Monday, February 21, 2011

OWB and Microsoft Sharepoint - Part II

--

In Part-I, I had covered how data\documents can be inserted\uploaded into Sharpoint. In this post, I will demonstrate how to extract data. Please read the previous post, if you have not read it.

The extraction can be done in two ways.
1) Use the code template mapping to invoke the webservice and store the XML in to a table. Then use a conventional mapping to extract the data using SQL.
2) Use the code template mapping to invoke the webservice to hold the data into C$ table and then parse it using a table function or leveraging XDB in the  Default Oracle Code Template.

This blog post will demonstrate using the first approach.
I will be extracting the data that was inserted into sharepoint list "Employee" from the previous post.

Extracting data from sharepoint using GetListItems -

Selecting soap action "GetListItems" under "lists.asmx" webservice provides details which can be used to extract listitems from sharepoint.


CAML Format to extract the listitems -

Target is to extract all the listitems. The default row limit of SharePoint is 100 rows which can be overrided as shown below.

Note: If you want to extract data incrementally, all the list have inbuild column "Modified" which can be used as the filter in the CAML query.

Details of how CAML for GetListItems can be found here on msdn. CAML can be constructed to select the columns of your choice,order them , filter them , etc.




Data required to invoke the webservice to get listitems.



Logical View of the Mapping to extract sharepoint listitems -




Execution View of the Mapping to get listitems -



After executing the mapping -



All the listitems (rows) returned in the XML are in the CLOB field.

Parsing the XML -

Conventional OWB Map using SQL Override feature to parse the XML.



Undbounded View Query -

The Unbounded view using the table EMPLOYEE_LISTITEMS.  The query parses the XML to get all the listitems.


Executing the Map -


Integrating with SharePoint  - change data can be easily tracked but there is no webservice which returns deleted data.  Either a minus operation after complete extraction or creating a webservice on sharepoint server can easily fix this issue.

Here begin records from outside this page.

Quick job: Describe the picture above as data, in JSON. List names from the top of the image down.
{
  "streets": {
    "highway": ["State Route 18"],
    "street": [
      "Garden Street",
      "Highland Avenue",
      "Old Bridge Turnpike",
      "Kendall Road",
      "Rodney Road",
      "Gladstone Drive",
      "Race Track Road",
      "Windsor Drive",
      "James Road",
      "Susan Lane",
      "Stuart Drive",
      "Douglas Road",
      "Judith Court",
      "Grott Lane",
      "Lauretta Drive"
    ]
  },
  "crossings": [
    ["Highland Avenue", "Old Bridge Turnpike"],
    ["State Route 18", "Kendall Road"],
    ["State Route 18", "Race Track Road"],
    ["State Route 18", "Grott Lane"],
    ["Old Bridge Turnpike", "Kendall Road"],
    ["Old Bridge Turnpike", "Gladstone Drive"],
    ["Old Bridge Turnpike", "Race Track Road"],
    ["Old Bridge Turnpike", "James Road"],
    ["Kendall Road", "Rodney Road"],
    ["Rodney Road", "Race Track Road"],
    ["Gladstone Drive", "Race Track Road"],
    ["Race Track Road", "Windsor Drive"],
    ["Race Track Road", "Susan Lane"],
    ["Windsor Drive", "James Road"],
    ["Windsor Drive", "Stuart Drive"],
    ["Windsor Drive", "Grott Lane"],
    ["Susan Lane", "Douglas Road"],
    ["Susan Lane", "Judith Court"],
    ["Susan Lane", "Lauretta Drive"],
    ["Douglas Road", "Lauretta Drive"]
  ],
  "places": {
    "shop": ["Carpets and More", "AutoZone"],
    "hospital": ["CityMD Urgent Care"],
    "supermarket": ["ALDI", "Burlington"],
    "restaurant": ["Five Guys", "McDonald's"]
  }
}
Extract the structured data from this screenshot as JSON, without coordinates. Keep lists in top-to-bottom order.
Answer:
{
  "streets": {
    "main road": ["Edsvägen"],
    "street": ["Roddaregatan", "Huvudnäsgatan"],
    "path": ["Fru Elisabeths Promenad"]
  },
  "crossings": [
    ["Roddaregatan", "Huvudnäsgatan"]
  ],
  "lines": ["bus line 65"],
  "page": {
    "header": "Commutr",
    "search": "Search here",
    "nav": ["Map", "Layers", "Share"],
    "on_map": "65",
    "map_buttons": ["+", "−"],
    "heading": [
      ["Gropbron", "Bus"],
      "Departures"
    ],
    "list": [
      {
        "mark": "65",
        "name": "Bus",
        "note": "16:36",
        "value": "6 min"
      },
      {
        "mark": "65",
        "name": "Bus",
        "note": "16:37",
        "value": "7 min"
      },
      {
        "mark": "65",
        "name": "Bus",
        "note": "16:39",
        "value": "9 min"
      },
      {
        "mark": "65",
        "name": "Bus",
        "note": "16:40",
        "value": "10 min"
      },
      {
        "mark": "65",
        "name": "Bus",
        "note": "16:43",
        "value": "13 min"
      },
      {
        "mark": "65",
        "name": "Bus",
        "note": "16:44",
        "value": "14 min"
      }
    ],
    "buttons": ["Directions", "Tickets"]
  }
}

Webservices are slow by nature but again with parallel option and cdc techniques data can be easily pushed into sharepoint.

--

Sunday, February 20, 2011

OWB and Microsoft Sharepoint - Part I

--

In this blog post, We will look at one of the ways to integrate with beast of a content management tool "Microsoft SharePoint Portal".

Sharepoint is used in wide variety of ways like for collaboration, content management , reporting tool , etc within an organization. There is always a need to integrate with it. Some organziations need the data from sharepoint into the warehouse or move data from database into sharepoint.

How difficult is integration with Sharepoint ? Can data be pushed in realtime into sharepoint or extracted incrementally from sharepoint ? Can documents be handled ?

Well I will try to answer these questions in this post with a solution and a demo.

For demo will be concentrate on Sharepoint Listitems and attaching\uploading documents (Yes Documents) to listitems using OWB 11gR2. (ODI blogs will follow soon :-) )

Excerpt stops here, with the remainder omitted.